His Honour explained the reserve process as follows:

[16]         An insurance company is required to maintain reserves for all claims which have an open status. This is because it takes some time for the company to determine the full indemnity amount under the policy and related expense amounts for the claim, then pay out and close the claim. While the claim is open, the company is required to set aside funds to allow them to make future payments should claims be advanced. Besides reserves for each claim, the company also carries a ‘bulk provision’ for reserves for the following reasons;

(a)   at any point in time, there are some claims which have already occurred but have not been reported and therefore do not have any reserves on them;

(b)   there will be some claims where the final payments will be greater than the reserves created for them, based on additional information on these claims as well as unforeseen developments, like health complications from an injury; or

(c)   some closed claims will also re-open based on new information that comes to light.

[17]         Reserves are maintained to allow for payment should claims be advanced. Each adjuster reserves an active case because they are required to under the Insurance Act. This applies to all claims. Both the individual claim reserve and the ‘bulk provision’ are required to be included within the ‘liability’ section of the insurer’s balance sheet to provide an accurate reflection of the financial condition of the company, as required by the aforementioned legislation. Reserves are estimated amounts assigned by an insurer to account for the total possible future payout of a person’s claims arising from an accident. Reserves include not only benefits but legal costs, claim expenses and reinsurance conditions. Reserve amounts are a required prudential mechanism to set aside funds to meet future obligations. Claim reserves are an estimate of the ultimate future cost of resolution and administration of claims.

Justice Nadeau stated that “reserves do not relate to the process or manner in which the claim is assessed or adjudicated; these are a separate process and have very separate considerations”. The setting of reserves is several steps removed from the process of dealing with an insured and assessing a claim in a balanced and reasonable manner.

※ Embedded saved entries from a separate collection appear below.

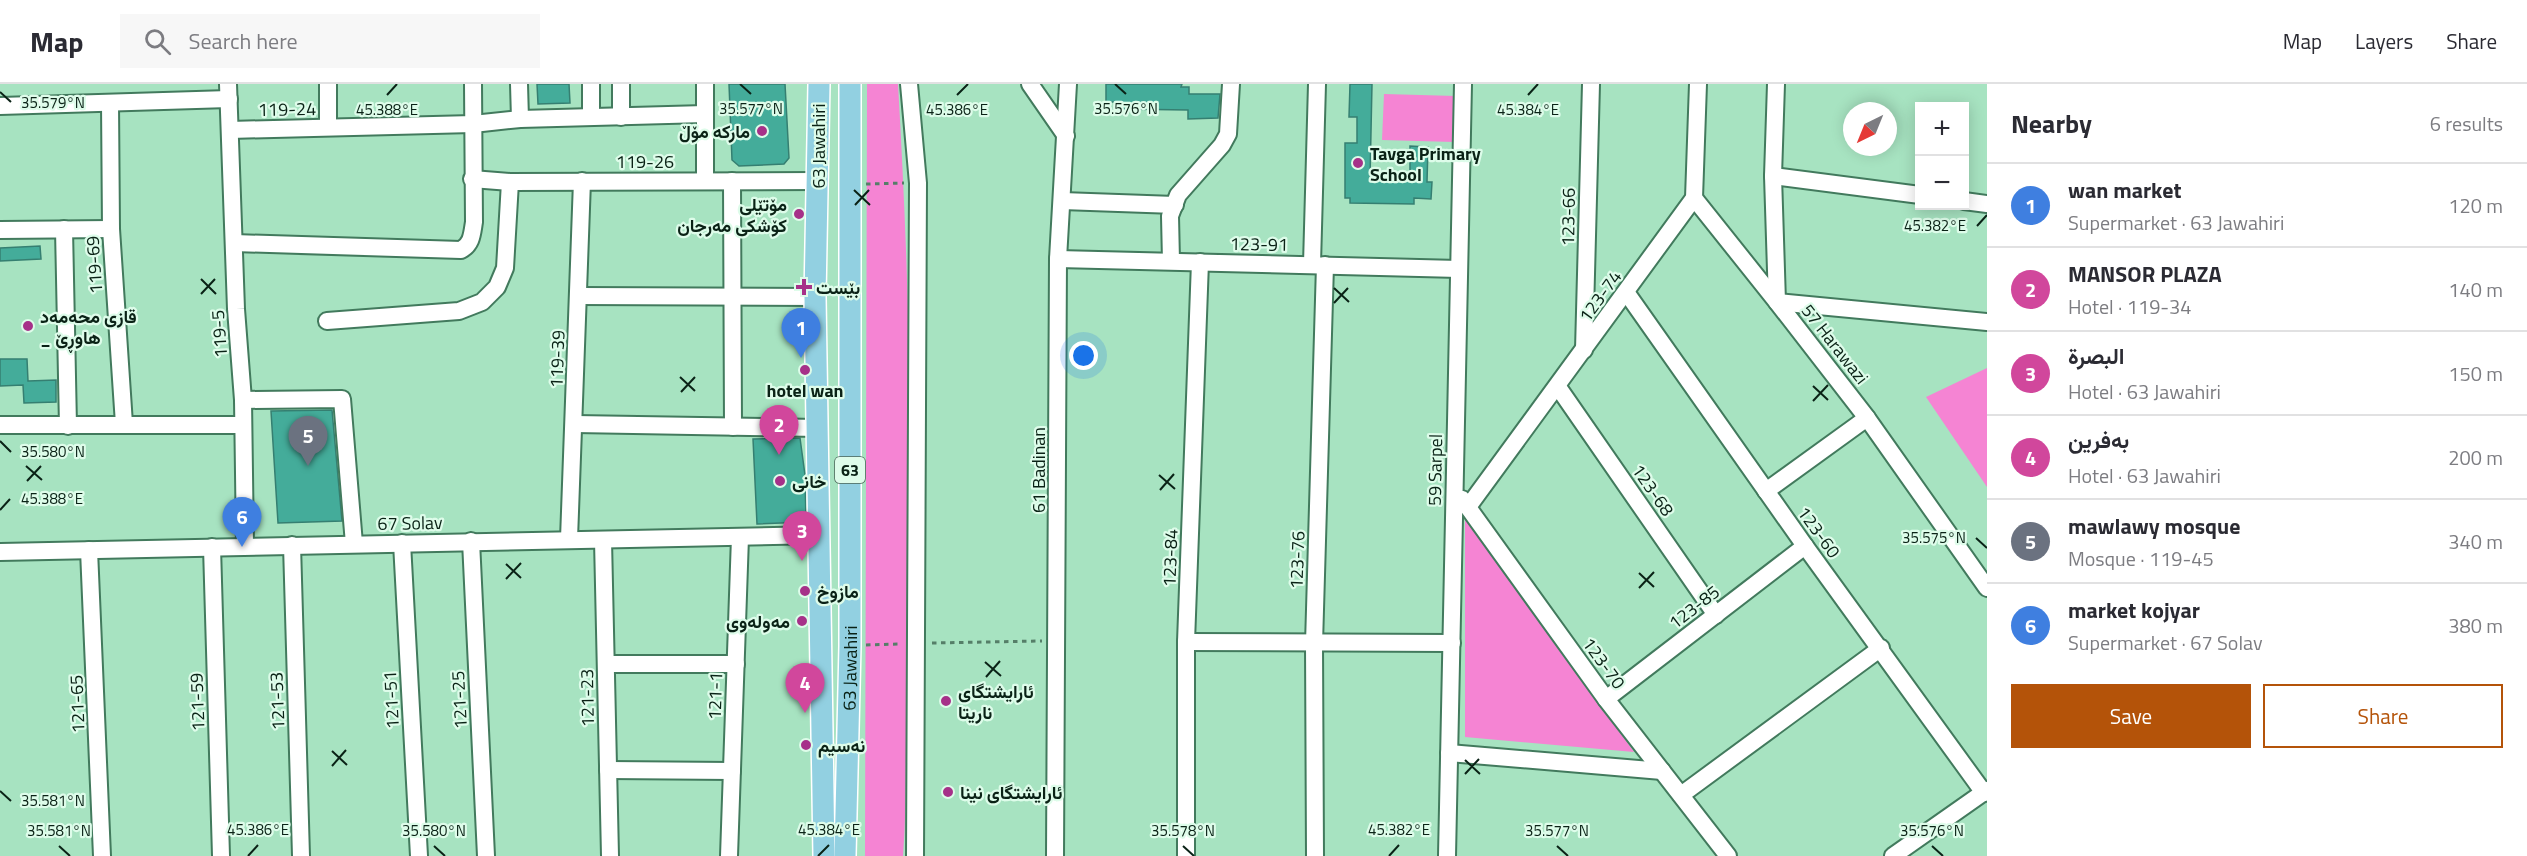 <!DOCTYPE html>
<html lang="en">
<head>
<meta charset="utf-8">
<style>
  :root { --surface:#fff; --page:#f7f7f7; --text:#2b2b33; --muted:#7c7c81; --line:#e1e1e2; --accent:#b45309 }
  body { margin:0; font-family:"Titillium Web",Vazirmatn,sans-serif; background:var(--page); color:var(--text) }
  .controls { position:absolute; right:18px; top:18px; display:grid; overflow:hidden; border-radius:0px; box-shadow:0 3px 15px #0003 }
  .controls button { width:54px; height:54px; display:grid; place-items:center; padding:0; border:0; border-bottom:2px solid var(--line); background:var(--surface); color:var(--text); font:30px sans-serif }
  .compass { position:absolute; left:1843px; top:18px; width:54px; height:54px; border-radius:50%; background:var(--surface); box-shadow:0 3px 15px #0003; rotate:223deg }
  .you { position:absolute; left:1084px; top:272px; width:21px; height:21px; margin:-15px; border:4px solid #fff; border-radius:50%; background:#1a73e8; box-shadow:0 0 0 9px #1a73e833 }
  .badge { display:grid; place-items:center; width:39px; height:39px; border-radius:50%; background:var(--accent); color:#fff; font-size:20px; font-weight:700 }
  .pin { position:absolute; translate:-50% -50px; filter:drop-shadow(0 2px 3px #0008) }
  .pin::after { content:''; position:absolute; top:32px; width:21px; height:18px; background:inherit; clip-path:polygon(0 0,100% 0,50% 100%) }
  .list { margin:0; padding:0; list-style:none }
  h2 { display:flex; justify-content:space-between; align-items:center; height:78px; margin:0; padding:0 24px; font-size:26px }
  h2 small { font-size:20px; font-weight:400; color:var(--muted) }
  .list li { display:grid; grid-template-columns:39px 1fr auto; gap:18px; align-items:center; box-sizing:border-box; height:84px; padding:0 24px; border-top:2px solid var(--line) }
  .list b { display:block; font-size:22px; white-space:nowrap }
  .list p { margin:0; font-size:20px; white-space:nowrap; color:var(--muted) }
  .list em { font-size:20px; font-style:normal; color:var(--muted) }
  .actions { display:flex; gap:12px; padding:18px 24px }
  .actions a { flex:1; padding:14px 0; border:2px solid var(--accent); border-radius:0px; text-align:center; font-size:21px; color:var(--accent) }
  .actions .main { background:var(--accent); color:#fff }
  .icon { flex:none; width:33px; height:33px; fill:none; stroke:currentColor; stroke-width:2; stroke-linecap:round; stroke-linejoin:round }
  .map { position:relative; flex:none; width:1987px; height:772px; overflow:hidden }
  header { display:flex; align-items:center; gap:36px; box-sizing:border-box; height:84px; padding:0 30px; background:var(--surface); border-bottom:2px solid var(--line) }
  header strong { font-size:28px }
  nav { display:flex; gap:33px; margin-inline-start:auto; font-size:21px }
  .search { width:420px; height:54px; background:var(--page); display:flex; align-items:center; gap:15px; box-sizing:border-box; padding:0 21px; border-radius:0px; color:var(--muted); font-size:22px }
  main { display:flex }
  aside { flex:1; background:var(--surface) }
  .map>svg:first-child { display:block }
</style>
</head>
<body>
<header>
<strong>Map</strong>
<div class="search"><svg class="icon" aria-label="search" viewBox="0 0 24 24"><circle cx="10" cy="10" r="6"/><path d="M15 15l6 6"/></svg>Search here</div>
<nav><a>Map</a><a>Layers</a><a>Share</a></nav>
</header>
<main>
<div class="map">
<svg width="1987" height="772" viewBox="0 0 1987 772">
  <rect width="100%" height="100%" fill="#a7e3c1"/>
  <g fill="#f584d3">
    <path d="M867,0H898C910,207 915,415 907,622C905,672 907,722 903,772H865Z"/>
    <path d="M1384,10L1456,12L1454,58L1382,56Z"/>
    <path d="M1987,284V403L1926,313Z"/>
    <path d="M1465,432L1634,668L1465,653Z"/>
  </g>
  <g fill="#44ac9a" stroke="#357f71" stroke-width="1.5">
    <path d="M537,0H569L570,19L538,20Z"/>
    <path d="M729,0H785L789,74L784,80L739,82L732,76Z"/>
    <path d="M1106,0H1182L1181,3H1189V10H1220L1218,34L1188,35V26L1120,25L1121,18H1106Z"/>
    <path d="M1350,0H1372L1370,95L1410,96V62L1428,63L1427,98H1432L1431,115L1414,114V120L1350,119V114H1345V59H1357V33H1349Z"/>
    <path d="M40,162L41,175L0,177V164Z"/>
    <path d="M0,275H27L28,297L56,296V318L24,319L23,301L0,302Z"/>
    <path d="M332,326L342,437L278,439L271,327Z"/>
    <path d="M800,354L805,391L806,438L757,440L753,355Z"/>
  </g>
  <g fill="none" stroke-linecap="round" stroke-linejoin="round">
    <defs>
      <g id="minor">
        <path d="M228,0L236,225L243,316L245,462"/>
        <path d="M328,0V43"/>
        <path d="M519,0L520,35"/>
        <path d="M621,0V33"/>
        <path d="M705,0V97"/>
        <path d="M909,0L918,99L915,772"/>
        <path d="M1030,0L1066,52"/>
        <path d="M1776,0L1773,92L1777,218L1867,334L1987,504"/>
        <path d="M110,19L111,145L124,340"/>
        <path d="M0,22L229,15"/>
        <path d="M591,33V0"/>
        <path d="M230,46L473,40L520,35L705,30"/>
        <path d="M1773,92L1920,111"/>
        <path d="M472,95L510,98L818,97"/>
        <path d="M732,97L733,343"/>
        <path d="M1694,114L1777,218L1987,238"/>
        <path d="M1062,117L1175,121"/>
        <path d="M1964,117L1987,120"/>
        <path d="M64,145L68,342"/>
        <path d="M0,146L111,145"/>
        <path d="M234,159L461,166C472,160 472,150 474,138L473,0"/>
        <path d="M1058,175L1459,185"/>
        <path d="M1171,177L1170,132L1178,111L1222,61L1228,50L1231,0"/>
        <path d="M1312,180L1317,0"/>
        <path d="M1626,208L1805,462L1984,709"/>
        <path d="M579,212L815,213"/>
        <path d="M327,237L459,227L482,218L497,203L505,184L510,98"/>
        <path d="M1584,266L1591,0"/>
        <path d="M1558,303L1716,531"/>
        <path d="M243,316L342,315L354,460"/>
        <path d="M575,340L817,344"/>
        <path d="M0,341H242"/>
        <path d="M1766,407L1867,334"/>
        <path d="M1462,415L1606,615L1728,772"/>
        <path d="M1468,423L1694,114L1698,0"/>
        <path d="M569,455L582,97"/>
        <path d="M603,456L610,772"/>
        <path d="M471,457L486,772"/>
        <path d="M402,459L419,772"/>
        <path d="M292,461L301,772"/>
        <path d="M212,463L221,772"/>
        <path d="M89,466L102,772"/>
        <path d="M0,468L820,451"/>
        <path d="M1186,558L1452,559"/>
        <path d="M606,580H736"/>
        <path d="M1606,615L1805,462"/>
        <path d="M1449,669L1662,687"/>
        <path d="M608,686L732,687"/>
        <path d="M1681,711L1881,564"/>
        <path d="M729,772L740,453"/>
        <path d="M1055,772L1058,175L1068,0"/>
        <path d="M1186,772V558L1200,178"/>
        <path d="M1315,772L1314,560L1325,181"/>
        <path d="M1447,772L1463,0"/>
        <path d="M1893,772L1987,706"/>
      </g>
      <g id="major">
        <path d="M819,0L815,213L824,772"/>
        <path id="s1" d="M845,772L850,562V0"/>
      </g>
    </defs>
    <use href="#minor" stroke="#427a5d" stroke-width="20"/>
    <use href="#major" stroke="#fff" stroke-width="24"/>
    <g stroke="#557e68" stroke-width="3" stroke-dasharray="4.5 4.5" stroke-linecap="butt">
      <path d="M866,100L904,99"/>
      <path d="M932,559L1042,557"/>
      <path d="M866,561L901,560"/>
    </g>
    <use href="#minor" stroke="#fff" stroke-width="16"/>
    <use href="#major" stroke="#92d0e1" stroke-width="21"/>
  </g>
  <path fill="none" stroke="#0a2216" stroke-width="2" d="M740,0L751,10M1115,0L1126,10M0,8L11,18M387,11L397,0M957,11L968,0M1528,11L1538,0M854,106L870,121M855,121L869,106M1977,142L1987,131M201,195L216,210M1334,204L1349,218M201,210L215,195M1334,219L1348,204M680,293L695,307M1813,302L1828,316M681,308L695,293M1813,317L1828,301M0,357L11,368M26,382L42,396M1159,391L1175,405M27,397L41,382M1160,406L1174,390M0,426L10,415M1976,454L1987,464M506,480L521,494M1639,489L1654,503M506,495L521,479M1639,504L1654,488M985,578L1001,592M986,593L1000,577M332,667L347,681M1465,676L1480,690M332,682L346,666M1465,690L1479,675M0,707L11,717M59,762L70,772M434,762L445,772M1183,762L1194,772M1557,762L1568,772M1932,762L1943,772M248,772L258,761M818,772L829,761M1389,772L1399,761"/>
  <g fill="#a63189" stroke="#defcea" stroke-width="2">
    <circle cx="762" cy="47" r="6"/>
    <circle cx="1358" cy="79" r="6"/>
    <circle cx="799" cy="130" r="6"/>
    <path d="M801 194h6v6h6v6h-6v6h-6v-6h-6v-6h6z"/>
    <circle cx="28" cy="242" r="6"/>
    <circle cx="805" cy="286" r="6"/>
    <circle cx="780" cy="397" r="6"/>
    <circle cx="805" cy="507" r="6"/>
    <circle cx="802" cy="537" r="6"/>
    <circle cx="946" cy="617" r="6"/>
    <circle cx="806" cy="661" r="6"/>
    <circle cx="948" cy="708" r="6"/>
  </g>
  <g text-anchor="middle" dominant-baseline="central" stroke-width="4.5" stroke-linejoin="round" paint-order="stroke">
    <rect fill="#defcea" stroke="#4a6356" stroke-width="1.5" x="835" y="373" width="30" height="26" rx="4.5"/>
    <g font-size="16" font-weight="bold" fill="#0a2216">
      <text x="850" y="386">63</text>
    </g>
    <g font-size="18" fill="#0a2216" stroke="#defcea">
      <text transform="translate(287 25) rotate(-1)">119-24</text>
      <text transform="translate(818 62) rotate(-90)">63 Jawahiri</text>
      <text x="645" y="77">119-26</text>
      <text transform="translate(1568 133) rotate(-89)">123-66</text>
      <text transform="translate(1259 160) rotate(1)">123-91</text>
      <text transform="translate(94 181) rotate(-94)">119-69</text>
      <text transform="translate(1600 212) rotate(-54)">123-74</text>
      <text transform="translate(219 250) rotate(-94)">119-5</text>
      <text transform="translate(1835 260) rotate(52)">57 Harawazi</text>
      <text transform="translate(557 275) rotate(-88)">119-39</text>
      <text transform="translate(1038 386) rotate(-90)">61 Badinan</text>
      <text transform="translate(1435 386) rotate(-89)">59 Sarpel</text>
      <text transform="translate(1653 406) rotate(55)">123-68</text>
      <text transform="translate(410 439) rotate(-1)">67 Solav</text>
      <text transform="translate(1819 448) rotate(54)">123-60</text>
      <text transform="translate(1170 474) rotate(-88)">123-84</text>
      <text transform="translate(1297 476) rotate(-88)">123-76</text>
      <text transform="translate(1694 523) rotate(-38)">123-85</text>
      <text transform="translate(1604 579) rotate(54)">123-70</text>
      <text stroke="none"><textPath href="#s1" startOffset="188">63 Jawahiri</textPath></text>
      <text transform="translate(715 612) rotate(-88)">121-1</text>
      <text transform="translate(587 614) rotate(-91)">121-23</text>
      <text transform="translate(391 616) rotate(-93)">121-51</text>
      <text transform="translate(459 616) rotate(-93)">121-25</text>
      <text transform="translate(277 617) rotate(-92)">121-53</text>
      <text transform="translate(197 618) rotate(-92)">121-59</text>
      <text transform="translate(77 620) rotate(-92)">121-65</text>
    </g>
    <g font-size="18" font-weight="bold" fill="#0a2216" stroke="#defcea" text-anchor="start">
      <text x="750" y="47" text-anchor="end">مارکە مۆڵ</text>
      <text x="1370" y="69">Tavga Primary<tspan x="1370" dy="21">School</tspan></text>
      <text x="787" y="120" text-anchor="end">مۆتێلی<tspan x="787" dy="21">کۆشکی مەرجان</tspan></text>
      <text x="816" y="203">بێست</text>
      <text x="40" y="232">قازی محەمەد<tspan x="40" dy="21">_ هاوڕێ</tspan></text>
      <text x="805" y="306" text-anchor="middle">hotel wan</text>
      <text x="792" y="397">خانی</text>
      <text x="817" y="507">مازوخ</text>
      <text x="790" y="537" text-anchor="end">مەولەوی</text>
      <text x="958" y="607">ئارایشتگای<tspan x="958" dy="21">ناریتا</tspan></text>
      <text x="818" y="661">نەسیم</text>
      <text x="960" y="708">ئارایشتگای نینا</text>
    </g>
  </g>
  <g font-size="15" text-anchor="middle" fill="#0a2216" stroke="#defcea" stroke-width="4.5" stroke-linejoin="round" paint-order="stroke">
    <text x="53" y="24">35.579°N</text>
    <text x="751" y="30">35.577°N</text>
    <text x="1126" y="30">35.576°N</text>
    <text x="387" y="31">45.388°E</text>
    <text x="957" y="31">45.386°E</text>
    <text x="1528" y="31">45.384°E</text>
    <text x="1935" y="147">45.382°E</text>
    <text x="53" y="373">35.580°N</text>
    <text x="52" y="420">45.388°E</text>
    <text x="1934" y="459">35.575°N</text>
    <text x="53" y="722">35.581°N</text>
    <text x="258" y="751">45.386°E</text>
    <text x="829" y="751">45.384°E</text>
    <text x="1399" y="751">45.382°E</text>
    <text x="59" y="752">35.581°N</text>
    <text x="434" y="752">35.580°N</text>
    <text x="1183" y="752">35.578°N</text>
    <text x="1557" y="752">35.577°N</text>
    <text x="1932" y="752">35.576°N</text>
  </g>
</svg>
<div class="controls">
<button>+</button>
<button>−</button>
</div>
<svg class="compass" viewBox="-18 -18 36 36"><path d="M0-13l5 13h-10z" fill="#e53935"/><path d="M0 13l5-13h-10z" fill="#7c7c81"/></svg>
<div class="you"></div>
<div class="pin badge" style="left:801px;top:274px;background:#3f7fe0">1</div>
<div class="pin badge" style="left:779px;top:371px;background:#d1479c">2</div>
<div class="pin badge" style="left:802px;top:477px;background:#d1479c">3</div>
<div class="pin badge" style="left:805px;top:629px;background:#d1479c">4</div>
<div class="pin badge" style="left:308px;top:382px;background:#6b7280">5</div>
<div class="pin badge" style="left:242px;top:463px;background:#3f7fe0">6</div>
</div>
<aside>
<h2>Nearby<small>6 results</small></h2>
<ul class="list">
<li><span class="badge" style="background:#3f7fe0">1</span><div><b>wan market</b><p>Supermarket · 63 Jawahiri</p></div><em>120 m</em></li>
<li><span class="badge" style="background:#d1479c">2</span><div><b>MANSOR PLAZA</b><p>Hotel · 119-34</p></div><em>140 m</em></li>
<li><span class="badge" style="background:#d1479c">3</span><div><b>البصرة</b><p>Hotel · 63 Jawahiri</p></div><em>150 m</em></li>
<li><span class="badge" style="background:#d1479c">4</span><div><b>بەفرین</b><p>Hotel · 63 Jawahiri</p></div><em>200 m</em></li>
<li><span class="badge" style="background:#6b7280">5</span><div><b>mawlawy mosque</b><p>Mosque · 119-45</p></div><em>340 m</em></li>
<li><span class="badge" style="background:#3f7fe0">6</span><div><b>market kojyar</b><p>Supermarket · 67 Solav</p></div><em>380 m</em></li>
</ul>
<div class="actions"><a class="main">Save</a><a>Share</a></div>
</aside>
</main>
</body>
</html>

Absent specific unusual facts, reserve information is not relevant to adjusting a claim. In order for reserve information to be potentially relevant, evidence is required that the setting of reserves influenced or dictated the ongoing assessment of the claim or influenced bad faith conduct. The plaintiffs did not provide any such evidence.

Moreover, Justice Nadeau indicated that the prejudicial effect of requiring an insurer to produce reserve information would outweigh its minimal, if any, probative value.

Disclosure of the insurer’s reserves, with a continuing obligation to disclose up to the time for trial, would confuse the trial process and also affect any potential settlement discussions and prospects for resolution. The ability of an insurer to negotiate a settlement could be impaired because knowledge of the reserve might well create a feeling of entitlement in the claimant to a settlement in that amount, whereas the reserve is nothing more than an intelligent estimate of the risk as a whole by the insurer, based upon the facts as known at the time.

Ordering disclosure of reserve information would be equivalent to imposing on a defendant a continuing obligation to tell a plaintiff how much it estimates the claim is worth.

Justice Nadeau stated that “allowing such a litigation tactical position in these circumstances does not properly reflect the separate spheres in which claims adjusting and the obligation to set reserves operate, and would also provide the Plaintiffs with an unfair, and unnecessary on these facts, advantage in this action”.

In summary, the setting of reserves is separate from how a claim is adjusted. As a result, unless there are rare and exceptional circumstances, an insurer does not have provide a claimant with information on reserves.